La estupefacción y el susto de Joey lo mantuvieron en silencio hasta que llegamos a la residencia más próxima a nosotros. Sólo rompió a llorar apenas sus dueños, a quienes aún agradezco su preocupación y solidaridad, nos encontraron en la entrada del hogar.
Desde ahí llamamos a la policía, y fuimos escoltados por una patrulla a un motel cercano, donde pasamos la noche antes de manejar de vuelta a la ciudad. En la mañana, le pregunté a mi pequeño si había visto a alguien detrás de mí. Joey asintió.
“Era el ángel mami” dijo. “No sé por qué estaba tan bravo.”
Con el paso de los años, su descripción de nuestro atacante, “el ángel”, cambiaba. Inicialmente, Joey aseguraba que era una persona rubia, vestida de blanco; similar a las figuras de una iglesia. Después, describió a un anciano con cara de perro, y luego una niña fuerte y obesa.
Sólo una vez recordó a esa figura como alguien alto, altísimo. De brazos largos y piel grisácea, tal como aquella presencia que creí imaginar escalando las paredes de esa cabaña, a la cual nunca regresamos.
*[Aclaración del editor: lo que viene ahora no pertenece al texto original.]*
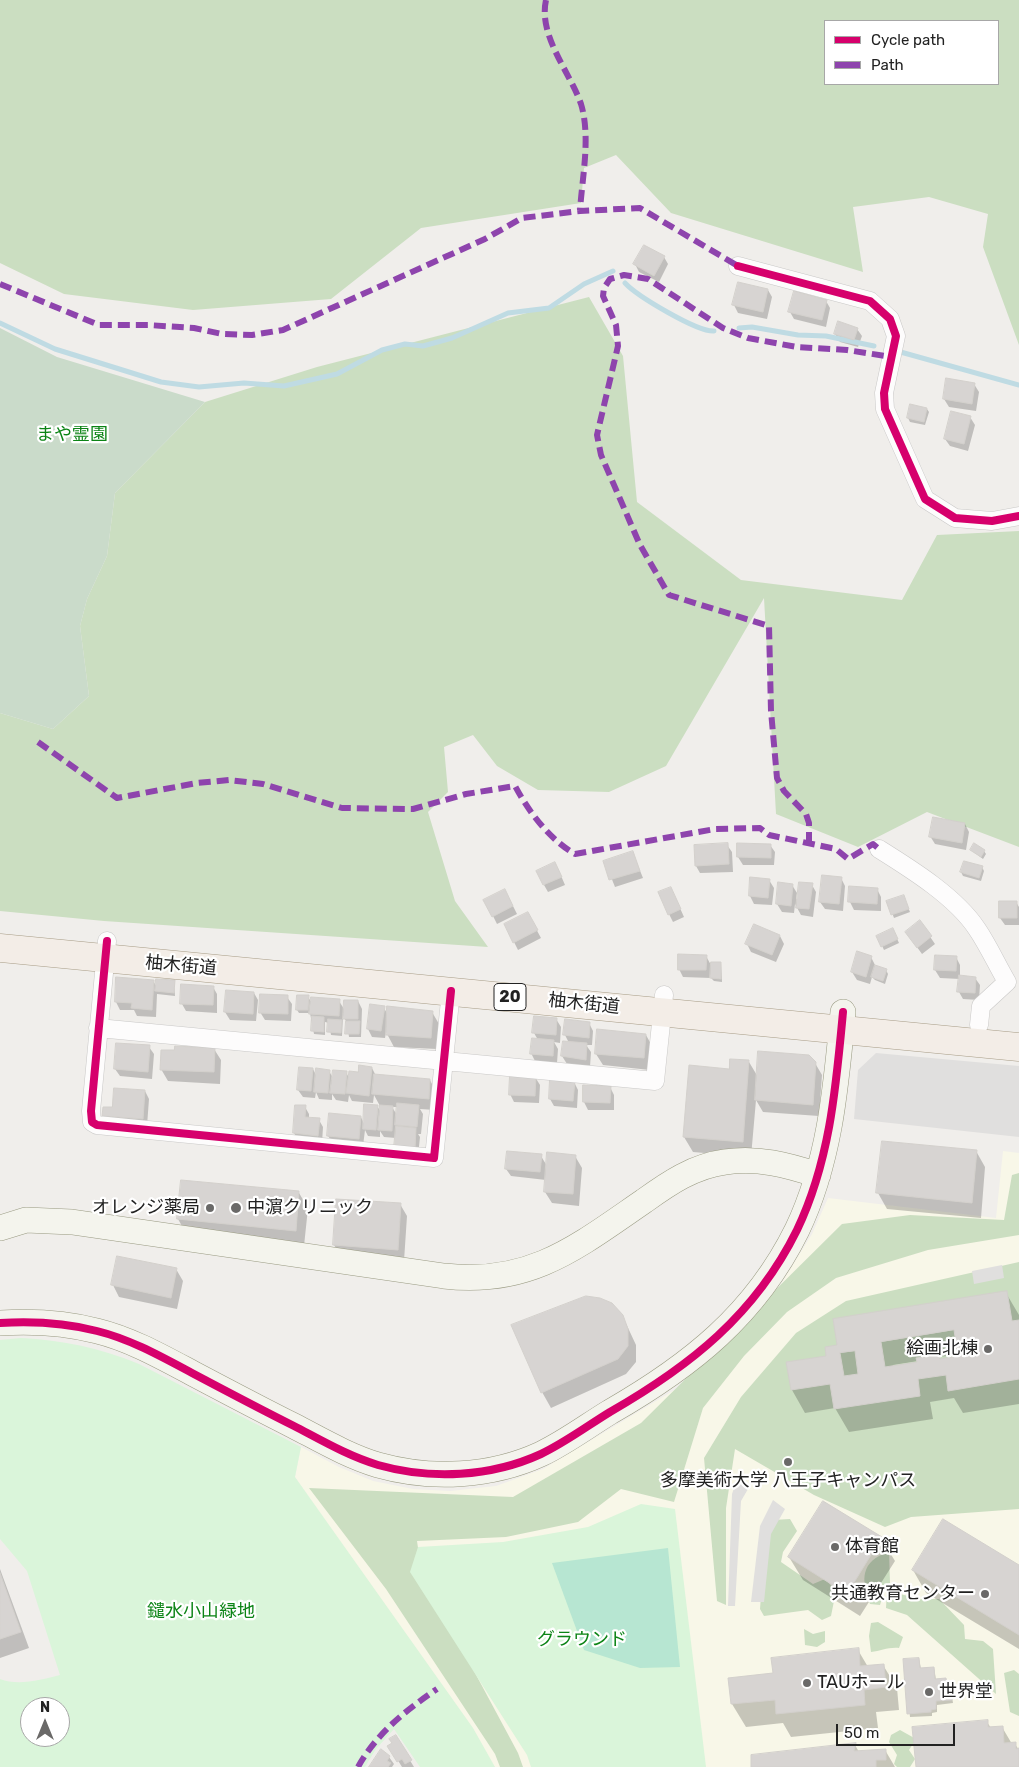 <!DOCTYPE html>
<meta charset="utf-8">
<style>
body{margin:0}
#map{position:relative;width:1019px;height:1767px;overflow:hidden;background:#f0eeeb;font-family:Rubik,sans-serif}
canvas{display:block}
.legend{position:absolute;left:824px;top:20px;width:175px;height:65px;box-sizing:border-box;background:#fff;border:1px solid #a7a7a7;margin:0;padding:6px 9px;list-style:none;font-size:15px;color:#222}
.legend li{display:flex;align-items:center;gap:10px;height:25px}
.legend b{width:25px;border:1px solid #a7a7a7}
.north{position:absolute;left:20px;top:1697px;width:50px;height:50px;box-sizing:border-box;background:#fff;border:1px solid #a7a7a7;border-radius:50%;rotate:0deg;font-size:14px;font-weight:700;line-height:20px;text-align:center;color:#222}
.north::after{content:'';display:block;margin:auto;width:18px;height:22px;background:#6a6968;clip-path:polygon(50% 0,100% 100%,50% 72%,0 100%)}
.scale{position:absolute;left:836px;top:1724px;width:119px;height:22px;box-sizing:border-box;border:2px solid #222;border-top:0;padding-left:6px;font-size:15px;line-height:18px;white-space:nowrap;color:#222;-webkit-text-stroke:4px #fff;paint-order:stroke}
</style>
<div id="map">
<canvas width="1019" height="1767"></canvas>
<ul class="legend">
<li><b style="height:6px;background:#d6006c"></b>Cycle path</li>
<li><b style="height:6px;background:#8e44ad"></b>Path</li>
</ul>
<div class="north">N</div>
<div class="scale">50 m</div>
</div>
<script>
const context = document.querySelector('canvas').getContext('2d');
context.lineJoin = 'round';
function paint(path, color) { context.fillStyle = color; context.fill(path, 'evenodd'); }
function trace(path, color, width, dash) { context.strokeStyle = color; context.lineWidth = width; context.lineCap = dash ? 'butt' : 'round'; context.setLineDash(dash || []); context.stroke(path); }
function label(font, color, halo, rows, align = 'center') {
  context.font = font + ' Rubik,"Noto Sans JP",sans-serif'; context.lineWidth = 4.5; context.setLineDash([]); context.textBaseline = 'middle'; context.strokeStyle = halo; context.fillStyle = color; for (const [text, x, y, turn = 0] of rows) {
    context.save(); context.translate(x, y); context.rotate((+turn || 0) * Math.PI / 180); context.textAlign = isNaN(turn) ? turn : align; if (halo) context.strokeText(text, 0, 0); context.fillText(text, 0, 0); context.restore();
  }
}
paint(new Path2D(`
 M1003,1151L1019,1153V1767H495L295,1477L301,1447L339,1467L373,1481L413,1489L450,1491L496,1486L543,1469L686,1383L773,1297L812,1234L828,1198L996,1218Z`), '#f8f7e8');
paint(new Path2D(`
 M0,0H1019V345L983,247L988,214L929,197L853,207L863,272L671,213L616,155L584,168L581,203L421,228L331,299L193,310L64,294L0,263ZM825,21H998V84H825Z
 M589,297L623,356L637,502L741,580L902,600L937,535L1019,531V847L927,812L858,847L776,814L764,598L666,766L609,792L538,790L497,766L473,735L444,747L448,792L428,812L455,901L488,947L104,921L0,911V713L53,729L89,696L80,626L87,599L107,556L115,493L205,402L317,367Z
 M1019,1173V1235L928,1250L836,1278L787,1312L744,1356L703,1408L674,1502L621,1489L578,1522L506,1537L417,1541L424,1588L474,1671L518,1753L523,1767H500L495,1754L386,1589L309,1488L513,1497L641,1423L842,1224L910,1215L1004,1220L1012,1175Z
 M1019,1262V1509L911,1517L885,1527L814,1495L735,1449L726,1508V1605L717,1601L704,1458L741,1397L796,1333L846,1301Z
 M790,1519L797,1531L783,1552L781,1562L813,1584L825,1579L836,1591L831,1616L822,1620L808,1610L764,1616L760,1609L765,1543L773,1520Z
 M889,1552L890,1583L886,1585L880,1605L870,1604C861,1580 860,1561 889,1552Z
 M887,1591L921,1599H939L964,1625L965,1639L983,1641L993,1649L996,1694L907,1615L886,1608Z
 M878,1622L903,1637L899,1648C888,1647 881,1651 871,1652L869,1636L871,1623Z
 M804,1629L813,1634L825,1631V1642L817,1647L805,1645Z
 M1014,1670L1019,1674V1716L1010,1712L1004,1673Z
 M900,1730L916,1739L909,1750L915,1759L910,1767H897L894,1764L897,1755L889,1742L891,1735Z`), '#cbdec1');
paint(new Path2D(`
 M0,328L57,357L205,402L115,493L107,556L87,599L80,626L89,696L53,729L0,713Z`), '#cadbca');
paint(new Path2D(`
 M21,1338C63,1340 100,1348 139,1364L301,1447L295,1477L473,1728L495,1767H420L394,1729L376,1749L365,1767H0V1679C18,1686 41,1680 60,1675L27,1571L0,1539V1340ZM30,1707H60V1737H30Z
 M641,1504L675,1509L706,1767H531L527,1755L410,1572L418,1547L503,1542L588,1527Z`), '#daf5da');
paint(new Path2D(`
 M668,1548L680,1667L640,1668L584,1650L552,1563Z`), '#b7e6d2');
paint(new Path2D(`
 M876,1053L1019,1066V1137L854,1119L858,1070Z
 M1002,1265L1004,1278L974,1284L972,1271Z
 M737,1479L748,1489L741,1501L735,1606H728L732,1494Z
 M773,1500L785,1509L771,1534L764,1602H751L760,1526Z`), '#e0dfde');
paint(new Path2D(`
 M664,257L668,264L659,282L639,272L635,264Z
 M768,290L772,297L767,319L738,313L734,305Z
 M826,301L830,308L826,327L794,319L790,312Z
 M857,329L862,336L858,347L840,342L835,334Z
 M974,384L979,392L976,411L949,407L944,399Z
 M911,405L927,409L929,412L925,425L910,422L908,418Z
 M970,417L975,425L968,451L950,446L945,439Z
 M965,824L969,832L966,850L935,844L930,836Z
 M727,845L732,852L733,872L700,873L696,866Z
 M770,845L775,852L774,865H743L738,857Z
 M971,850L984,851L986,854L983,859Z
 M633,853L643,878L615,887L605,862Z
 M982,867L984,871L981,881L963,876L961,872Z
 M559,871L565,885L548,892L544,885Z
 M841,878L845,886L843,911L825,909L820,902Z
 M769,880L774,888L772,905L754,904L750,896Z
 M792,885L797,893L796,899L798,900L812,885L816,892L813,917L801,915L795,904L794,913L782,912L777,904Z
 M671,888L684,917L673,922L669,914Z
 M877,889L881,897V911L854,910L850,902Z
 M509,898L517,914L497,924L493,916Z
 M905,900L910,912L894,918L888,902Z
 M1016,902L1019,907V925H1005L1000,918Z
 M528,914L541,938L518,950L514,942Z
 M920,922L935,944L922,954L906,932Z
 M893,930L899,943L884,950L878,937Z
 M780,936L784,944L776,962L751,952L747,944Z
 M706,956L712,967L721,963L722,982L714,981L711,978L683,977L679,969Z
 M871,957L876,967L886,970L888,974L885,984L875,980L872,977L870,984L857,980L852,972Z
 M956,957L960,965V977L975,978L980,985L979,1000L963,999L959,992L960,979L940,978L935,970Z
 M117,979L153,981L157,987L174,982L175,996L157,994L156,1017L137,1016L134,1010H120L116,1002Z
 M213,987L217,994V1013L186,1011L182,1004Z
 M254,993L258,1000L256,1021L230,1020L225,1012Z
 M287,997L292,1004L291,1021L265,1020L260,1012Z
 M308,997L312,1003L339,1001L344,1009L358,1001L362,1009L361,1037H349L347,1023L343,1016L342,1036L331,1035L329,1023L325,1022V1035L314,1034L310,1013H299L297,1010Z
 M384,1008L388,1015L432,1012L439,1024L437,1049L394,1047L386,1032L385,1038L372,1037L368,1029Z
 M556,1019L561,1027L560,1043L554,1042L558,1049L557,1063L535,1061L531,1053L538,1040L534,1033Z
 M589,1023L593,1031L592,1045H586L591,1052L590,1067L567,1064L562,1056L569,1043L565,1035Z
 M646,1035L652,1046L650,1070L603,1065L596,1054Z
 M149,1047L154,1054L152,1079L120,1076L115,1069Z
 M214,1049L221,1060L220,1084L168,1081L161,1069Z
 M749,1062L758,1077L815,1063L822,1075L819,1116L763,1112L756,1100L751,1157L693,1152L684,1137Z
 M372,1068L376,1076L430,1080L436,1092L435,1110L420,1109L423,1114L421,1134H418L420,1137L418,1156L396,1138L384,1137L380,1131V1137L368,1136L365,1130L363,1146L333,1143L328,1136L361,1117L364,1124L377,1106L381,1112L380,1106L374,1095L373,1103L352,1101L349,1095L348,1102L336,1100L332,1094V1100L319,1099L316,1092L315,1098L303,1097L298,1090L313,1069L316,1075L329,1071L333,1078L346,1072L349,1078ZM392,1107H398L397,1115Z
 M535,1077L540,1085L539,1103L514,1102L510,1094Z
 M574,1082L578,1090L577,1108L554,1106L550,1099Z
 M610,1087L614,1095V1110H588L584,1102Z
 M145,1091L149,1099L147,1126L108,1123L103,1116Z
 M296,1106L305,1107L309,1114V1119L319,1120L323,1127L322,1143L298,1141L294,1133Z
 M883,1142L976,1151L985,1167L981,1218L887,1209L878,1193Z
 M541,1156L547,1166L575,1156L582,1168L579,1206L552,1203L545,1192L546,1180L511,1176L506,1169Z
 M299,1193L308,1208L304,1246L187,1235L178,1219Z
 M400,1204L407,1216L404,1261L341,1257L334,1245Z
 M176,1269L183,1281L177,1309L119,1297L113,1285Z
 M1006,1293L1019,1315V1404L963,1413L954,1398L930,1402L933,1419L849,1432L835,1408L805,1413L792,1390L827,1357ZM963,1354V1356L941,1360L939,1357ZM918,1361V1363L894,1367L893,1365Z
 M622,1315L636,1345V1362L626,1374L551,1408L542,1392Z
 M824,1502L881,1538L895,1561L860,1616L803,1580L789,1557Z
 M1019,1567V1649L926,1593L913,1570Z
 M0,1569L29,1648L0,1658Z
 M858,1650L868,1667L883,1665L897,1688L899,1710L876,1712L878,1728L791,1737L783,1723L746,1727L732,1704L729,1679L774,1674Z
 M919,1659L921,1669L934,1668L936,1680L946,1679L948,1686L950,1685L953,1703L937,1705V1712L932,1713V1716L910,1717L904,1660Z
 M987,1722L991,1728L1002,1727L1012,1744H1015L1019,1750V1767H917Z
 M395,1736L414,1767H402L389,1746L393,1743Z
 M855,1745L859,1752L885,1750L895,1767H753Z
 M389,1757L394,1764L392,1767H371Z`), '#0003');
trace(new Path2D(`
 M625,283C637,296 697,332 714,331
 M0,323L55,349L161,382L199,387L244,383L284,386L337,374L382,350L405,344L423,346L452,338L508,313L549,308L584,284L613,271
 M739,328L752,327L798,335L826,336L874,346
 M897,351L1019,385`), '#bfdbe3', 5);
const building = new Path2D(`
 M644,245L665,256L654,276L633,264Z
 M738,282L768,289L763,312L732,305Z
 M794,291L827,300L822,320L788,312Z
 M838,321L858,328L854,340L834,334Z
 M946,378L975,383L972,404L943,399Z
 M910,404L927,408L924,422L907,418Z
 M951,411L971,416L964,444L944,439Z
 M933,817L965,823L962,843L929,837Z
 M728,843L729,864L695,866L694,845Z
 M737,843L771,844V858L737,857Z
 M974,843L985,850L981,857L970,850Z
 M633,851L640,871L609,880L603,861Z
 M964,861L983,866L979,878L960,872Z
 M555,862L562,877L543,885L536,871Z
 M822,875L842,877L839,904L819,902Z
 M750,877L770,879L768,898L749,896Z
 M778,882L793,884L791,906L776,904Z
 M799,882L813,883L809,909L796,908Z
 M849,886L878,888L877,904L848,902Z
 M671,887L681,909L668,915L658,892Z
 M505,889L513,906L492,917L483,900Z
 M904,895L909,909L891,915L886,901Z
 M999,901H1017V918H999Z
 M528,912L538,930L513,943L504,924Z
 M920,920L932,936L917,948L905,932Z
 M754,924L780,935L772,955L745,944Z
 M893,928L898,939L881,947L876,936Z
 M857,951L872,956L866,977L851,972Z
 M678,954L707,955L706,970H678Z
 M935,955L957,956L956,971L934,970Z
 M711,962H721V979L710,978Z
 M875,965L887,969L883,981L871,977Z
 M959,975L976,977L975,993L957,992Z
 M116,977L154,980L152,1010L131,1008L132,1003L115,1002Z
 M156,979L175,980L174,993L155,991Z
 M181,984L214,986L213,1005L180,1004Z
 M226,990L254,992L253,1014L224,1012Z
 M260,994L288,995V1014L259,1013Z
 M297,995H309L308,1010H296Z
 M311,997L340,999L339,1016L309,1014Z
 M344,1000H358V1019H343Z
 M370,1004L385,1006L381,1031L367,1029Z
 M387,1006L433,1011L431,1038L386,1035Z
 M312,1016L324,1017V1032L311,1031Z
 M534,1016L557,1018L556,1035L532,1033Z
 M328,1019L342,1020L341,1033L327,1032Z
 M565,1019L590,1022L589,1038L563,1035Z
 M346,1021H360L359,1034H345Z
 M597,1029L646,1034L644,1058L595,1054Z
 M532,1038L554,1040L553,1056L530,1054Z
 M563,1041L587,1043L586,1060L561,1056Z
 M116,1043L150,1045L148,1072L114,1069Z
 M175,1046L215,1048L214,1072L160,1070L161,1050H174Z
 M758,1051L809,1055L816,1062L813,1105L755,1100Z
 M730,1059L749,1060L743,1142L683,1137L689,1065L729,1069Z
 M359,1065L372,1067L369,1096L346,1093L349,1071L358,1072Z
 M299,1067L313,1068L311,1091L297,1090Z
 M316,1068L330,1070L328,1093L314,1092Z
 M333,1070L347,1071L345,1094L330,1093Z
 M374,1074L430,1079L429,1099L372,1094Z
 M510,1075L536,1076L535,1096L509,1095Z
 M550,1079L575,1081L573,1101L549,1099Z
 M583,1085L611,1086L610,1103L583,1102Z
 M114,1088L145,1090L143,1119L102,1116L103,1107H112Z
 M397,1103L419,1105L417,1127L395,1125Z
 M364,1104L378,1105L376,1130L363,1129Z
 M295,1105H306L305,1117L320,1118L318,1136L293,1133Z
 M380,1105L393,1106L392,1131L378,1130Z
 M329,1113L361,1116L359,1139L327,1136Z
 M396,1126L416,1128L415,1149L394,1148Z
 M882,1141L977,1150L972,1203L876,1193Z
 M507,1151L542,1154L540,1172L505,1169Z
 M547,1152L576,1155L573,1194L544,1192Z
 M181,1180L299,1191L296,1231L177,1219Z
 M336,1199L401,1203L398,1250L333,1245Z
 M117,1256L177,1268L171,1298L111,1285Z
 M1007,1291L1012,1321L1019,1320V1379L948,1391L946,1375L918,1379L920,1396L834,1409L830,1384L791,1390L786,1362L826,1356L825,1347L837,1345L833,1319ZM954,1330L958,1356L940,1359L939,1355L916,1358L917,1362L885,1367L881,1342ZM855,1351L858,1374L844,1376L840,1353Z
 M586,1296L600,1298L612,1303L623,1315L628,1329V1346L618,1359L541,1393L511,1325Z
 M823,1501L882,1537L847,1594L788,1557Z
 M943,1519L1019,1565V1635L912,1570Z
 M0,1573L21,1632L0,1639Z
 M859,1648L860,1666L884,1664L886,1687L864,1690L865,1705L776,1714L775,1700L731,1704L728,1678L773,1673L771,1658Z
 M919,1658L920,1668L934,1667L935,1679L946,1678L947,1685L951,1684L952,1700L936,1701V1709L931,1710V1712L907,1714L903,1659Z
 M988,1720V1727L1003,1726L1004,1743L1016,1742V1749L1019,1748V1767H916L912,1727Z
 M396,1735L412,1760L405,1764L402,1759L397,1762L387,1746L392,1743L389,1739Z
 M856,1743L854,1751L886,1749V1760H876V1767H751V1755Z
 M381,1749L390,1756L387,1761L391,1763L388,1767H369Z`);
paint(building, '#d7d4d2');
trace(building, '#d3d0cc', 1);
const street = new Path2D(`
 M738,266L870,301L890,319L896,336L884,393L885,409L925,499L955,518L992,521L1019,516
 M879,849C911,869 956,897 977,929C988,945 997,965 1007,982L981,1006L979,1025
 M107,941L91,1111L92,1122L97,1125L434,1158L451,991
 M98,1028L655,1081L664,995`);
const secondary = new Path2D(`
 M0,1228L26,1220L72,1222L444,1276C530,1286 577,1247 644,1201C669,1183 694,1166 725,1162C758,1157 787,1165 818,1175
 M0,1323C33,1321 66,1323 97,1331C130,1339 162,1357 192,1373C226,1391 260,1409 294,1426C321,1440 348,1456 378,1465C431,1480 491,1477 541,1454C566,1442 587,1426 610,1412C690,1366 755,1315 797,1230C830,1161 836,1087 843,1012`);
const primary = new Path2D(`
 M0,948L1019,1047`);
trace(street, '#c9c8c7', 19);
trace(secondary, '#999a82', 26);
trace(primary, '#a79c86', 29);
trace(street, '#fdfcfc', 18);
trace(secondary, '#f4f4ed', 25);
trace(primary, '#f3ede7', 28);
trace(new Path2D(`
 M546,0C538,36 570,72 581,104C591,137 582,178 580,211
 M0,284L99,325H148L194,328L222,334L252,335L283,330L485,239L522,218L580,211L640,208L738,266
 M38,742L117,798L197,783L229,780L263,784L342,808L413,809L466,794L515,786C529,812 549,839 575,854L715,829L760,828L769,835L836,849L848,859L873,844L879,849
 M809,844V823L806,814L784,791L777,778L771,711L769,626L669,595L640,545L601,455L597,435L618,346L616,325L603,296L604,288L610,279L624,275L648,279L723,328L748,338L797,347L847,350L892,357
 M358,1767C377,1733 405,1711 437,1689`), '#8e44ad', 6, [12, 6]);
trace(new Path2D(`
 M738,266L870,301L890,319L896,336L884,393L885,409L925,499L955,518L992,521L1019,516
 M107,941L91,1111L92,1122L97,1125L434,1158L451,991
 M0,1323C33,1321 66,1323 97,1331C130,1339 162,1357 192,1373C226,1391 260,1409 294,1426C321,1440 348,1456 378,1465C431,1480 491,1477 541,1454C566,1442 587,1426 610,1412C690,1366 755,1315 797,1230C830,1161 836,1087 843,1012`), '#d6006c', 8);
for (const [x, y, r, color] of [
 [210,1208,5,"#6a6968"],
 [236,1208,6,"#6a6968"],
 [988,1349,5,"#6a6968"],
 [788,1462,5,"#6a6968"],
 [835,1547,5,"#6a6968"],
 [985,1594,5,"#6a6968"],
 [807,1683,5,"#6a6968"],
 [929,1692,5,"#6a6968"]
]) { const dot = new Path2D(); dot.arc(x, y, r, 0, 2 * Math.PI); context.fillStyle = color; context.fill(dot); trace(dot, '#fff', 2); }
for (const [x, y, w] of [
 [510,997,32]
]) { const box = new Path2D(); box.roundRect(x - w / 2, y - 13.5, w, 27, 4); context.fillStyle = '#fff'; context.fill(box); trace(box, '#222', 1); }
label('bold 16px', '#222', null, [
 ["20",510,997]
]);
label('18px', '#0c8416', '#fff', [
 ["まや霊園",72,435],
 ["鑓水小山緑地",201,1612],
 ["グラウンド",582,1640]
]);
label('18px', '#222', '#fff', [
 ["柚木街道",181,966,5],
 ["柚木街道",584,1004,6]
]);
label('18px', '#222', '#fff', [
 ["オレンジ薬局",200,1208,"right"],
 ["中濵クリニック",247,1208],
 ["絵画北棟",978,1349,"right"],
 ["多摩美術大学 八王子キャンパス",788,1481,"center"],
 ["体育館",845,1547],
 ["共通教育センター",975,1594,"right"],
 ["TAUホール",817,1683],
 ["世界堂",939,1692]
], 'left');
</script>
Y luego de esa caracterización, mi hijo olvidó por completo ver a alguien detrás de mí. Tan sólo recordaba el vacío de la habitación.
Recientemente volvimos a hablar del incidente. Joey, quien hoy en día tiene 14 años, ni se dignó a verme cuando le pregunté, una vez más, si en realidad no había nadie a mis espaldas.
“Obviamente fuiste tu mamá” aseguró, su tono confesando molestia. “No sé qué te pasó, pero admítelo de una buena vez.”
Naturalmente, me agobia el que mi hijo se resigne a esa convicción. Jamás le haría daño a alguien de mi familia, y menos a él, mi única criatura.
Además, no me cabe duda que también fuí atacada. Por semanas sentí dolor en el cuero cabelludo por donde fuí tirada, y hasta palpaba con mis dedos diminutas costras… pero confieso que, luego de las palabras de Joey, a veces me pregunto si ese dolor y esas lesiones fueron tan sólo el producto de mis manos revisando la zona sin parar, controladas por la ansiedad.
¿Cómo puede él, o yo, creer en algo que ahí no estaba? Pero también, ¿qué clase de enseñanza recibió mi hijo aquella noche, cuando sintió que su guardián celestial no pudo protegerlo ni de su propia madre?